Sunday, November 8, 2009

oobleck

Following a suggestion for a follow-up activity after J's last CT Science Center class, we read Dr. Seuss's book "Bartholomew and the Oobleck" this week. J loved the story. Zoo Boy burst into tears as soon as that Oobleck started getting all over everything, a combination of fear and being grossed out at the thought of all that goo on stuff. I skipped ahead to show him the end, where all the Oobleck was finally gone, and that made it tolerable enough for him that he stuck it out until the end of the story.




The plan had been to make our own Oobleck the next day, but I pushed it off for a couple of days to get Zoo Boy used to the idea and OK with me and J doing it. He wasn't involved when we did it, but at least he wasn't insisting that we NOT make it by the time we did.
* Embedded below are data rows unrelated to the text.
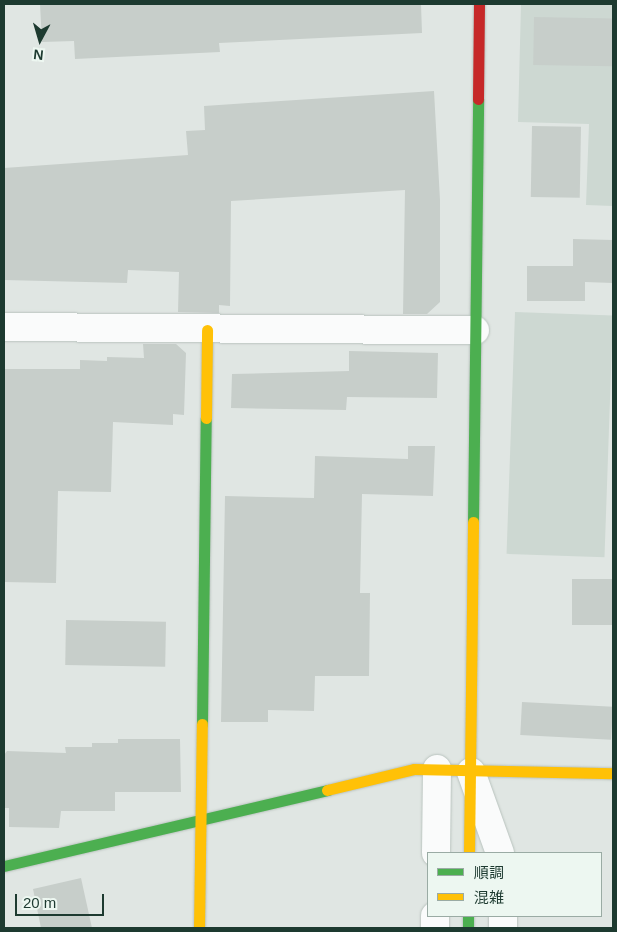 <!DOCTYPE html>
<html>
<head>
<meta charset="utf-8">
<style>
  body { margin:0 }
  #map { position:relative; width:617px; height:932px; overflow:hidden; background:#e0e6e3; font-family:Arial,"Noto Sans JP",sans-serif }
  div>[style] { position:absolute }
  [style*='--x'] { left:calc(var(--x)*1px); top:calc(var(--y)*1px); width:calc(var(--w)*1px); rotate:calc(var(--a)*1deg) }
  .built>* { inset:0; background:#cdd8d2; transform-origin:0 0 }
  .building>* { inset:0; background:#c7ceca; transform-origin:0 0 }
  .roads { filter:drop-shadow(0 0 1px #b9c3be) drop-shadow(0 0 1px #b9c3be) }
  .street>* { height:28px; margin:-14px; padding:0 14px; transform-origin:14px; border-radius:14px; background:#fafbfb }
  .fast>* { height:11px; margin:-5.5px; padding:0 5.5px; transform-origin:5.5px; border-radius:5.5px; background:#4caf50 }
  .slow>* { height:11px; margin:-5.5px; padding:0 5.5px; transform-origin:5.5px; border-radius:5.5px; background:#ffc107 }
  .jam>* { height:11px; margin:-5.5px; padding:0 5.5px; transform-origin:5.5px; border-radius:5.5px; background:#c62828 }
  span { translate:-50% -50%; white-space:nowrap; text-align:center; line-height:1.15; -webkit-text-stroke:4px #edf7f1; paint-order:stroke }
  .frame { position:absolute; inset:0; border:5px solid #1d3a30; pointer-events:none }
  .legend { position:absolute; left:427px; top:852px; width:175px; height:65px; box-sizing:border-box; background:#edf7f1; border:1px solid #9aaba4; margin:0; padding:6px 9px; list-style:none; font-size:15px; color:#1d3a30 }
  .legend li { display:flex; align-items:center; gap:10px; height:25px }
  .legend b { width:25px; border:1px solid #9aaba4 }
  .north { position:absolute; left:15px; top:15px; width:50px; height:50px; -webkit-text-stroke:4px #edf7f1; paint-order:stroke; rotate:186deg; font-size:14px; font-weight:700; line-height:20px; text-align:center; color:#1d3a30 }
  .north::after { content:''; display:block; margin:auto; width:18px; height:22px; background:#1d3a30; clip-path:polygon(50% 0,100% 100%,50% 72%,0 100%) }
  .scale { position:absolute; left:15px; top:894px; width:89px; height:22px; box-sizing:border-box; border:2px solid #1d3a30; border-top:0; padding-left:6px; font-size:15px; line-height:18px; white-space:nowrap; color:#1d3a30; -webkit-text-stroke:4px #edf7f1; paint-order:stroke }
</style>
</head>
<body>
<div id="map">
  <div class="built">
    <div style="clip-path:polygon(521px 4px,613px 4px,613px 206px,586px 205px,589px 124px,518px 122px)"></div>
    <div style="left:515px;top:312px;width:98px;height:242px;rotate:2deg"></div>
  </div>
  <div class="building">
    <div style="clip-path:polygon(40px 4px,421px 4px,422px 33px,219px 43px,220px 52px,75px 59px,74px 41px,42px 42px)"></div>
    <div style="left:534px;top:17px;width:79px;height:48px;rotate:1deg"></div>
    <div style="clip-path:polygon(434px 91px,440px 200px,440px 302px,427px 314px,403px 314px,405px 190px,231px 201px,230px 306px,219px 305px,219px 313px,178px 312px,179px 272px,128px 270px,127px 283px,4px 280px,4px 168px,188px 155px,186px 131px,205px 130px,204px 106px)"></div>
    <div style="left:532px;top:126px;width:49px;height:71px;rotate:1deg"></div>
    <div style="clip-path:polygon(573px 239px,613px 240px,613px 283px,585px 282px,585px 301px,527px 301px,527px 266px,573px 266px)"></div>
    <div style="clip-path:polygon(143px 344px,176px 344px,186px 353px,184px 415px,173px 414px,173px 425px,113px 422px,111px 492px,58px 491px,56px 583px,4px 582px,4px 369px,80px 369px,80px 360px,107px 361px,107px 357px,144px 358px)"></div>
    <div style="clip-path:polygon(349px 351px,438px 353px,437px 398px,347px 397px,346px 410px,231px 408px,232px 374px,349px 371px)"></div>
    <div style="clip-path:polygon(408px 446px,435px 446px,433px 496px,362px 494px,360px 593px,370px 593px,369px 676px,315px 676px,314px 711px,268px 710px,268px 722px,221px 722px,225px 496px,314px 498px,315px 456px,408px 459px)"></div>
    <div style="left:572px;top:579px;width:41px;height:46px"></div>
    <div style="left:66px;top:620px;width:100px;height:45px;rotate:1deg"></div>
    <div style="left:522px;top:702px;width:91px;height:33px;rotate:3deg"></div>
    <div style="clip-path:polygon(118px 739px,180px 739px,181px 792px,115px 792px,115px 811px,61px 811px,59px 828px,9px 827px,9px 808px,4px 808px,4px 755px,7px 751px,66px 753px,65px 747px,92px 747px,92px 743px,118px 743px)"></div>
    <div style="clip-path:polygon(81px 878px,92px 928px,41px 928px,33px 889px)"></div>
  </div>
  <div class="roads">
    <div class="street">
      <div style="--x:4;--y:327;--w:471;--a:0.4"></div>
      <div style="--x:471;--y:772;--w:86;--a:70.3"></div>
      <div style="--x:436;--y:853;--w:84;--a:-89.3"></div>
      <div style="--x:435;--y:928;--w:12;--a:-90"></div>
      <div style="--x:503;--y:928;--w:12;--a:-90"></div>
    </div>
    <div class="fast">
      <div style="--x:473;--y:522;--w:423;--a:-89.3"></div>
      <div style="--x:202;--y:724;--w:306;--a:-89.3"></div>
      <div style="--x:4;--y:866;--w:332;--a:-13.2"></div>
      <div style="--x:468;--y:916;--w:12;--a:90"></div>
    </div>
    <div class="slow">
      <div style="--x:206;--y:418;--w:88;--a:-89.3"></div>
      <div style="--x:327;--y:790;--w:89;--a:-13.6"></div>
      <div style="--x:414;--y:769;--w:199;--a:1.2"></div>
      <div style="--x:469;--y:853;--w:331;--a:-89.3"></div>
      <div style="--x:199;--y:928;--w:204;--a:-89.2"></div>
    </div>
    <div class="jam">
      <div style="--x:478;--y:99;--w:95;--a:-89.4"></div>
    </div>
  </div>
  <div class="frame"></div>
  <ul class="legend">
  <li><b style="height:6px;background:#4caf50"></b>順調</li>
  <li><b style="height:6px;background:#ffc107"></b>混雑</li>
  </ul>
  <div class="north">N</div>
  <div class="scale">20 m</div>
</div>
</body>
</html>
This Oobleck is just corn starch, water, and a little green food coloring.

J was totally into the project -- literally. The corn starch is so fine and well-suspended in the water that it acts like a liquid, until you apply pressure to it, at which point it forms a solid that you can actually mold with a bit, although the minute you release the pressure, it "melts" back into a liquid again very rapidly. It's fun stuff to play with.






J plays at lifting the Oobleck and allowing it to drizzle back into the bowl. Depending on how much pressure you apply to it as it drizzles out your finger, you can make the strings of drizzle various thicknesses and viscocities. Of course, I didn't have to point that out or use any of those sorts of terms, I just let him fiddle around with it and make his own discoveries.





Which is one way I've found to take pre-designed activities and make them more in-line with the educational philosophy we're using. I just take out the explanations and "lesson", and just present the material on it's own merit. J can connect the dots pretty well on his own -- in fact, he noted that the Oobleck behaved like both a liquid and a solid (states of matter being the topic of the class he took). That was the point of the lesson, but we were able to get there via his own experience and discovery rather than my labeling it as such for him. This type of learning produces a much deeper-seated understanding, and since the discovery process is all his, he "owns" his education.